For duvelisib, Brown said the considerations for idelalisib apply as well. “Currently the toxicity profile seems roughly similar to idelalisib, although there’s less transaminitis and the suggestion that patients may be better able to be maintained on the drug,” she said.
O’Brien said that for community physicians, there could be potential interest in trying a PI3K inhibitor prior to venetoclax.
“They don’t have to do all the tumor lysis monitoring,” she explained. “They can start the patient on the drug, and bring them back 2 or 3 weeks later.”

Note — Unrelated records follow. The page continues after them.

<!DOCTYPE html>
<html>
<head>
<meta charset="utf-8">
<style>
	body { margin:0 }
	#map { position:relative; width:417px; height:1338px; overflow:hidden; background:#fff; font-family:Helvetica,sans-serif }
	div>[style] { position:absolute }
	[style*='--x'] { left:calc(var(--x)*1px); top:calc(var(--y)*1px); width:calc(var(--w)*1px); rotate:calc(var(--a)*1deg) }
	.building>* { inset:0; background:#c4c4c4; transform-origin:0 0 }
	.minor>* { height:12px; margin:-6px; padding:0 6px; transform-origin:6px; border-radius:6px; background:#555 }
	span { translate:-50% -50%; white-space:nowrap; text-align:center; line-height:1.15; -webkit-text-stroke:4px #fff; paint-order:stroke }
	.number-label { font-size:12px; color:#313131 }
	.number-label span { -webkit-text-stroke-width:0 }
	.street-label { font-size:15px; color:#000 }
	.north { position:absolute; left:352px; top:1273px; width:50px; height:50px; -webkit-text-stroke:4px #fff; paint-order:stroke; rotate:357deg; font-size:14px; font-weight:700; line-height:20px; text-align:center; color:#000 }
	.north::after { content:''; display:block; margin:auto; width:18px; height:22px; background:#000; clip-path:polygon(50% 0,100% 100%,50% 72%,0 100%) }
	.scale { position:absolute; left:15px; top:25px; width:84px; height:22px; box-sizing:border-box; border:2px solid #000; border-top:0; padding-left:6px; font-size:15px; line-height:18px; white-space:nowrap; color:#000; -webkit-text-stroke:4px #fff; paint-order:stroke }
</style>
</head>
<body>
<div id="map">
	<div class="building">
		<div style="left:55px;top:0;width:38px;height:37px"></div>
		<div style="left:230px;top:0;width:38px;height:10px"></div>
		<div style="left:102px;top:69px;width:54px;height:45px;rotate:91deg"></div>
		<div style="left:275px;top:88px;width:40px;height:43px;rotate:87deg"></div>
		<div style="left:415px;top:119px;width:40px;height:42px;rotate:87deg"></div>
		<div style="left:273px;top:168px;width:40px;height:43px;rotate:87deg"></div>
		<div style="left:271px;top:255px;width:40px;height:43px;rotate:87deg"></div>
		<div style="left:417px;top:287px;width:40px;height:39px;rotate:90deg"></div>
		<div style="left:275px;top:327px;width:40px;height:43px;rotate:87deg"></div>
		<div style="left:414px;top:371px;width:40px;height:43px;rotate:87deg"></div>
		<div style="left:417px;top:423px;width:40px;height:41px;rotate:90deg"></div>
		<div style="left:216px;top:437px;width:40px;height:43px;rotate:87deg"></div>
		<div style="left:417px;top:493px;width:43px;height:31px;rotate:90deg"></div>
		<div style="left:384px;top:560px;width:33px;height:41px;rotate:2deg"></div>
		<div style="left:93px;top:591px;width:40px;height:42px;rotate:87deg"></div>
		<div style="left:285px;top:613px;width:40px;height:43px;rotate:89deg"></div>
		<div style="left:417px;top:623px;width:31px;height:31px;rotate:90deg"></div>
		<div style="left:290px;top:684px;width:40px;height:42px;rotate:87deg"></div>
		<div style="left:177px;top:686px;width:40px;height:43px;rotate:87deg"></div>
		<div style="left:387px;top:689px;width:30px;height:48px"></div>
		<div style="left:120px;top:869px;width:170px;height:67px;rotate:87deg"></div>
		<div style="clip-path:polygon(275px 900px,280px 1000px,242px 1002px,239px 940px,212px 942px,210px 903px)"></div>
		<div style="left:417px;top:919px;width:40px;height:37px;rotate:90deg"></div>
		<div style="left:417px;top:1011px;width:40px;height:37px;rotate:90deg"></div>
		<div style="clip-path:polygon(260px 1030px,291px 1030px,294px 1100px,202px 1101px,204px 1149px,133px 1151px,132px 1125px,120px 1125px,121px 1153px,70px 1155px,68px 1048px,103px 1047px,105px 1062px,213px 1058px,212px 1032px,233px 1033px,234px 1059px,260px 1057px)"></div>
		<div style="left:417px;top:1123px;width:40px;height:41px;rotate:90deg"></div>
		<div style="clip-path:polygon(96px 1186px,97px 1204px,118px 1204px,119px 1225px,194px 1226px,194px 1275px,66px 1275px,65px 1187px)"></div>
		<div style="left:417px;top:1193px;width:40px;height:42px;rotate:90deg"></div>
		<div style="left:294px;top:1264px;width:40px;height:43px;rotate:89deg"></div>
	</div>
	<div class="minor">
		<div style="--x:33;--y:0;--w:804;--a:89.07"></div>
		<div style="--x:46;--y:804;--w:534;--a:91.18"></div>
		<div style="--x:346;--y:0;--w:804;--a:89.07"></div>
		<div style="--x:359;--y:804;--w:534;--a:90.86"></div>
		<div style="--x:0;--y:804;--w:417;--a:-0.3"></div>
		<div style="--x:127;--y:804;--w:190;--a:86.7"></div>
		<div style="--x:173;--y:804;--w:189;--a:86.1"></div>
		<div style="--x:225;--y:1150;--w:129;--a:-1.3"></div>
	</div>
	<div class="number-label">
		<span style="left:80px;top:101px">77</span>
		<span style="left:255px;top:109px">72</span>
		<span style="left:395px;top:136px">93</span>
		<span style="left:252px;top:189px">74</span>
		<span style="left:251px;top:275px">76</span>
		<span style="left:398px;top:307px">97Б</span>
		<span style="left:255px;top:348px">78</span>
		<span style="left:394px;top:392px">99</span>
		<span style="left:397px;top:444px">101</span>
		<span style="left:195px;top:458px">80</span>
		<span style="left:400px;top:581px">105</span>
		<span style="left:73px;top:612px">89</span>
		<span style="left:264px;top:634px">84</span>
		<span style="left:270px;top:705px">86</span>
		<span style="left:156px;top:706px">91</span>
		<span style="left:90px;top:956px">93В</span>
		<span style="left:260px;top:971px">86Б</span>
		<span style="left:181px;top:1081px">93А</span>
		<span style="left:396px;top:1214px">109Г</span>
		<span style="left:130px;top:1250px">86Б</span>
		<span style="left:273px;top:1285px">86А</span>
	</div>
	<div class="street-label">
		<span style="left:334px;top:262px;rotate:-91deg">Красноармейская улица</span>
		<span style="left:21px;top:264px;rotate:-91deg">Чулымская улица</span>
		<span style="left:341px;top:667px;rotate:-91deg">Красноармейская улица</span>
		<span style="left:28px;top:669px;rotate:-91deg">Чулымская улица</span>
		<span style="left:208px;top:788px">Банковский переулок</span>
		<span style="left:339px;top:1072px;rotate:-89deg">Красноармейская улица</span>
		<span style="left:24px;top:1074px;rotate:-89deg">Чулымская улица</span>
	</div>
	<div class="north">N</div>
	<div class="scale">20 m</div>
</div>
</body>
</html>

But in the academic setting, she suspected most would assume that switching to duvelisib would be no different than switching to idelalisib and likely sequence in venetoclax first.
“In summary, for relapsed CLL our choice of therapy continues to depend on risk profile, 17p or IgVH, prior therapy, and comorbidity profile,” concluded Brown. “As a first novel agent, ibrutinib has primarily been used, but we now also have venetoclax-rituximab,” adding that PI3K inhibitors are reserved for later.